Au début des années 2000, des maires ont souhaité interdire les cultures d’OGM sur le territoire de leur commune en faisant jouer leur pouvoir de police générale. Certains ont donc pris des arrêtés municipaux basés sur l’article L. 2212-2 du Code général des collectivités territoriales (CGCT), article qui confie au maire le soin d’assurer « le bon ordre, la sûreté et la salubrité publique (…) et « prévenir par des précautions convenables, [(…) afin] de faire cesser les pollutions de toutes natures ».

Malgré cette volonté d’agir de la part de plus de 2200 maires militants (sur 36 000 communes), les arrêtés ont été quasiment tous attaqués par les Préfets devant les Tribunaux administratifs. Ces derniers concluaient majoritairement que la question des OGM relève de la compétence exclusive de l’État. Le Conseil d’État l’a définitivement rappelé en 2012 [1].

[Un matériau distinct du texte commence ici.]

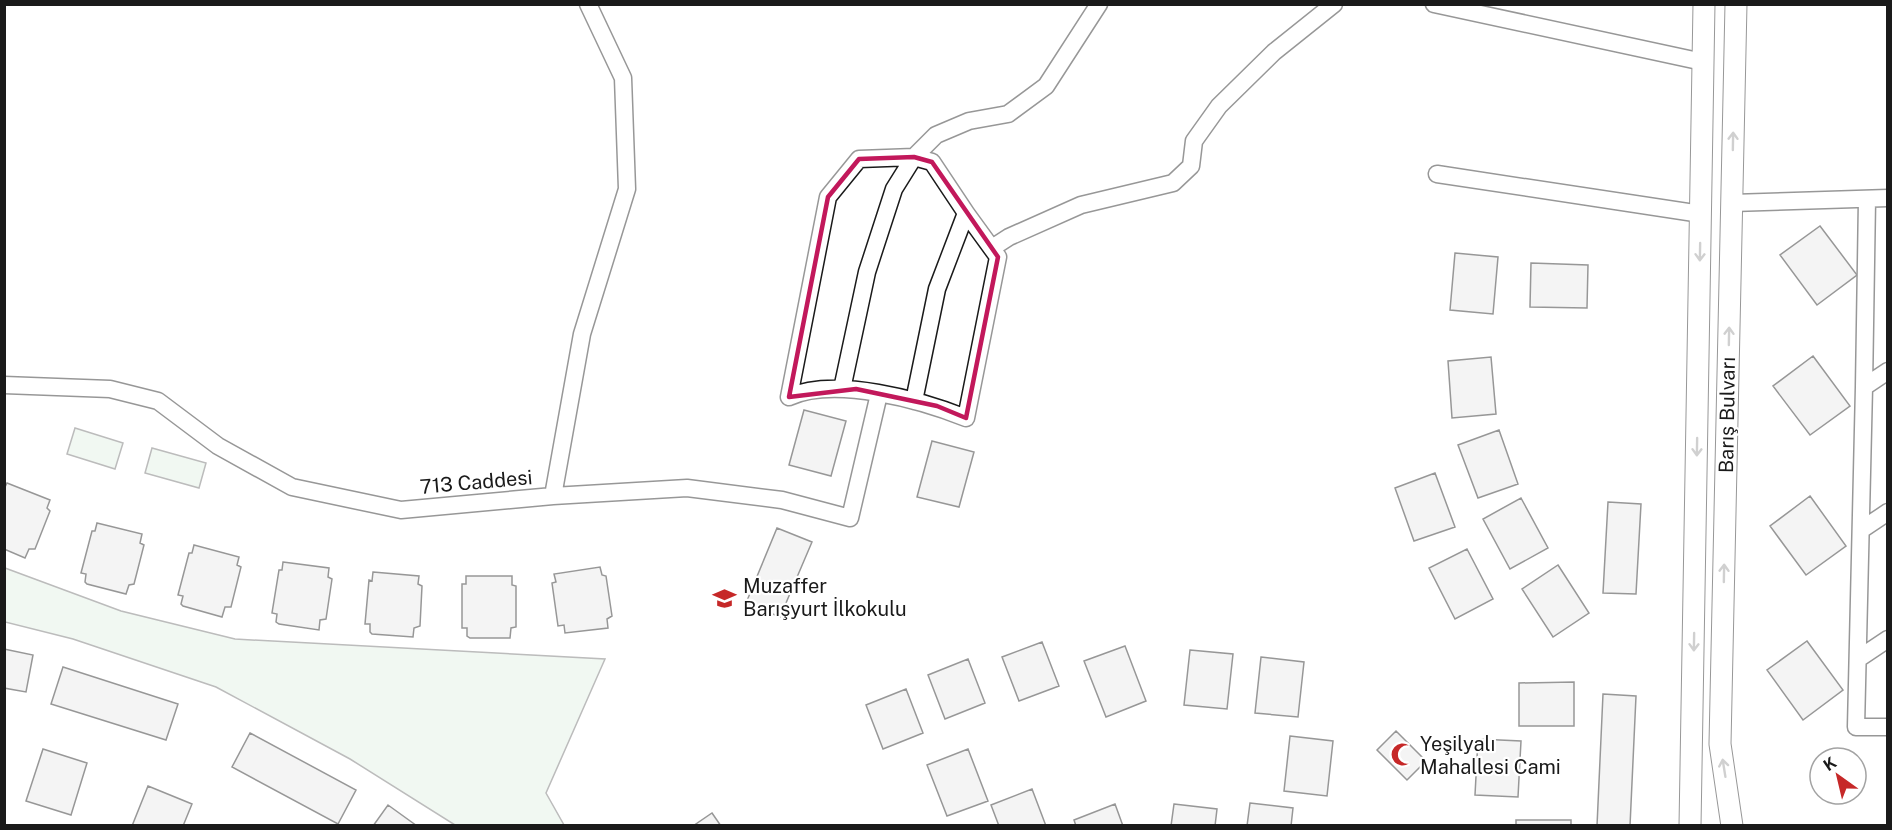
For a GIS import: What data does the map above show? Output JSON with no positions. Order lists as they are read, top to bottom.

Extrait de la décision du Conseil d’État

«  Le principe de précaution, s’il s’impose à toute autorité publique dans ses domaines d’attribution, n’a ni pour objet ni pour effet de permettre à une autorité publique d’excéder son champ de compétence ; qu’ainsi l’article 5 de la Charte de l’environnement [qui pose le principe de précaution] ne saurait être regardé comme habilitant les maires à adopter une réglementation locale portant sur la culture de plantes génétiquement modifiées en plein champ et destinée à protéger les exploitations avoisinantes des effets d’une telle culture. [Le Conseil d’État ajoute] qu’il appartient aux seules autorités nationales auxquelles les dispositions précitées du code de l’environnement confient la police spéciale de la dissémination des organismes génétiquement modifiés de veiller au respect du principe de précaution  »

Avec cette décision, le maire n’est plus en droit d’interdire ce qui a été autorisé nationalement. Cette décision marque un recul dans l’étendue des pouvoirs du maire, qui pouvait jusqu’à cette décision agir, y compris dans un domaine relevant de la compétence de l’État, en cas de péril grave et imminent [2].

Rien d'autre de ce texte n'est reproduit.